Bima, Jurnalekbis.com – Operasi pencarian terhadap Ama One (67), petani yang terseret arus banjir di Desa Hidirasa, Kecamatan Lambu, Kabupaten Bima, resmi dihentikan pada Sabtu (14/2/2026). Korban ditemukan dalam kondisi meninggal dunia pada hari ketiga pencarian, sekitar satu kilometer dari lokasi awal kejadian.
Peristiwa nahas ini terjadi pada Kamis (12/2) sore. Korban yang akrab disapa Weli atau Ama One dilaporkan hilang saat dalam perjalanan pulang dari ladang menuju rumahnya di Dusun Mangge Dalam. Saat itu, hujan lebat mengguyur wilayah setempat hingga menyebabkan sungai meluap deras.

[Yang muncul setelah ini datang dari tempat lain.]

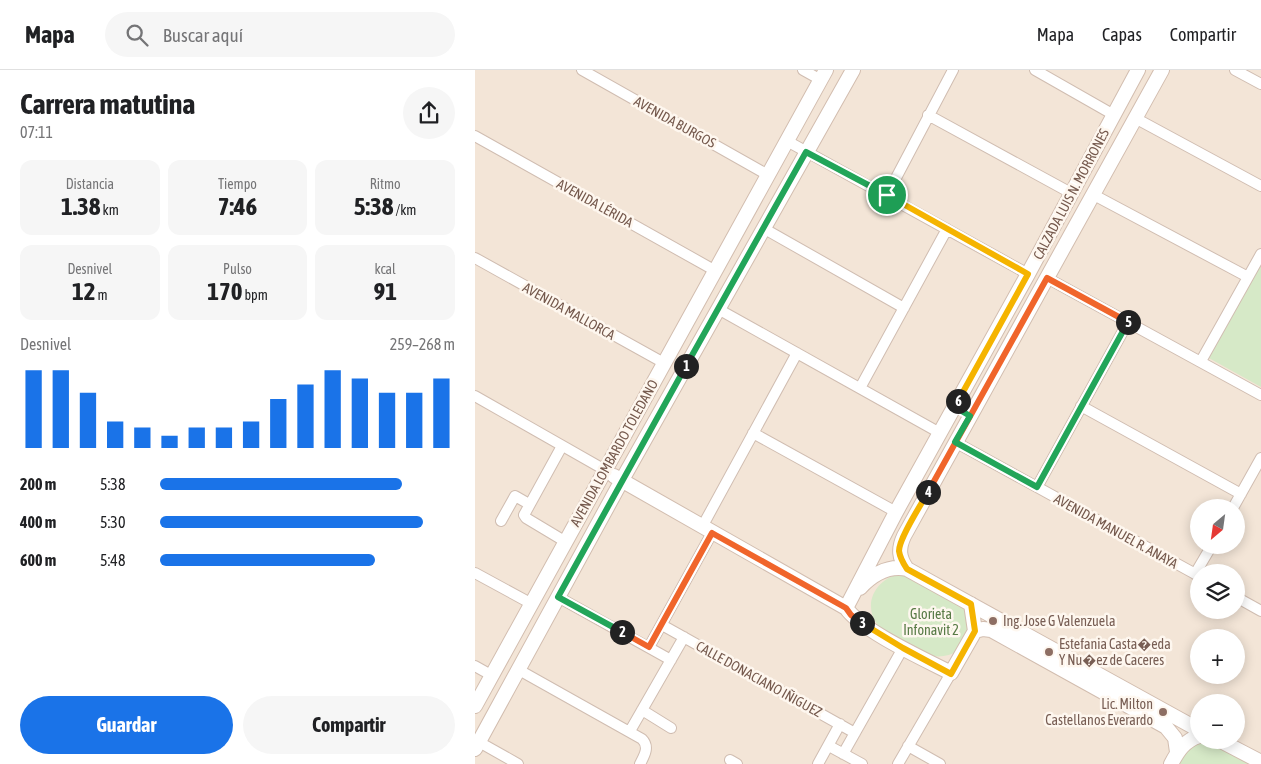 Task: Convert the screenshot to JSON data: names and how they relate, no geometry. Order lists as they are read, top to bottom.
{
  "streets": {
    "street": [
      "AVENIDA BURGOS",
      "CALZADA LUIS N. MORRONES",
      "AVENIDA LÉRIDA",
      "AVENIDA MALLORCA",
      "AVENIDA LOMBARDO TOLEDANO",
      "AVENIDA MANUEL R. ANAYA",
      "CALLE DONACIANO IÑIGUEZ"
    ]
  },
  "crossings": [
    ["AVENIDA BURGOS", "AVENIDA LOMBARDO TOLEDANO"],
    ["CALZADA LUIS N. MORRONES", "AVENIDA MANUEL R. ANAYA"],
    ["AVENIDA LÉRIDA", "AVENIDA LOMBARDO TOLEDANO"],
    ["AVENIDA MALLORCA", "AVENIDA LOMBARDO TOLEDANO"]
  ],
  "parks": ["Glorieta Infonavit 2"],
  "places": ["Ing. Jose G Valenzuela", "Estefania Casta�eda Y Nu�ez de Caceres", "Lic. Milton Castellanos Everardo"],
  "north": "bottom left",
  "page": {
    "header": "Mapa",
    "search": "Buscar aquí",
    "nav": ["Mapa", "Capas", "Compartir"],
    "heading": ["Carrera matutina", "07:11"],
    "stats": [
      ["Distancia", "1.38 km"],
      ["Tiempo", "7:46"],
      ["Ritmo", "5:38 /km"],
      ["Desnivel", "12 m"],
      ["Pulso", "170 bpm"],
      ["kcal", "91"]
    ],
    "pins": [
      "5",
      "1",
      "6",
      "4",
      "3",
      "2"
    ],
    "chart": ["Desnivel", "259–268 m"],
    "list": [
      {
        "name": "200 m",
        "note": "5:38"
      },
      {
        "name": "400 m",
        "note": "5:30"
      },
      {
        "name": "600 m",
        "note": "5:48"
      }
    ],
    "map_buttons": ["+", "−"],
    "buttons": ["Guardar", "Compartir"]
  }
}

Korban sempat mencoba menyeberangi aliran sungai, namun terseret arus banjir yang sangat kuat.
Upaya pencarian melibatkan tim SAR gabungan yang dibagi menjadi dua sektor. Tim pertama melakukan penyisiran di sepanjang bantaran sungai, sementara tim kedua menyisir area genangan bendungan menggunakan perahu karet.
Memasuki hari ketiga operasi, sekitar pukul 10.20 WITA, tubuh korban akhirnya ditemukan mengapung di kawasan Dam Sumi.
“Jenazah ditemukan sekitar satu kilometer dari titik awal korban terseret,” kata Koordinator Lapangan Pos SAR Bima, Ryonda Aryan Murbantoko, mewakili Kepala Kantor SAR Mataram, Muhamad Hariyadi.

Setelah ditemukan, jenazah Ama One dievakuasi menggunakan perahu karet sebelum diserahkan kepada pihak keluarga di rumah duka, Dusun Mangge Dalam, Desa Hidirasa. Proses evakuasi berlangsung lancar meski medan cukup sulit akibat sisa genangan banjir dan arus sungai yang masih relatif deras.
Ryonda menjelaskan, operasi SAR melibatkan berbagai unsur, mulai dari personel Pos SAR Bima, Sat PolAirud Bima Kota, Potensi SAR Bima dan TSBK, BPBD Kabupaten Bima, Tagana Kabupaten Bima, Polsek Lambu, Babinsa, hingga masyarakat setempat dan keluarga korban.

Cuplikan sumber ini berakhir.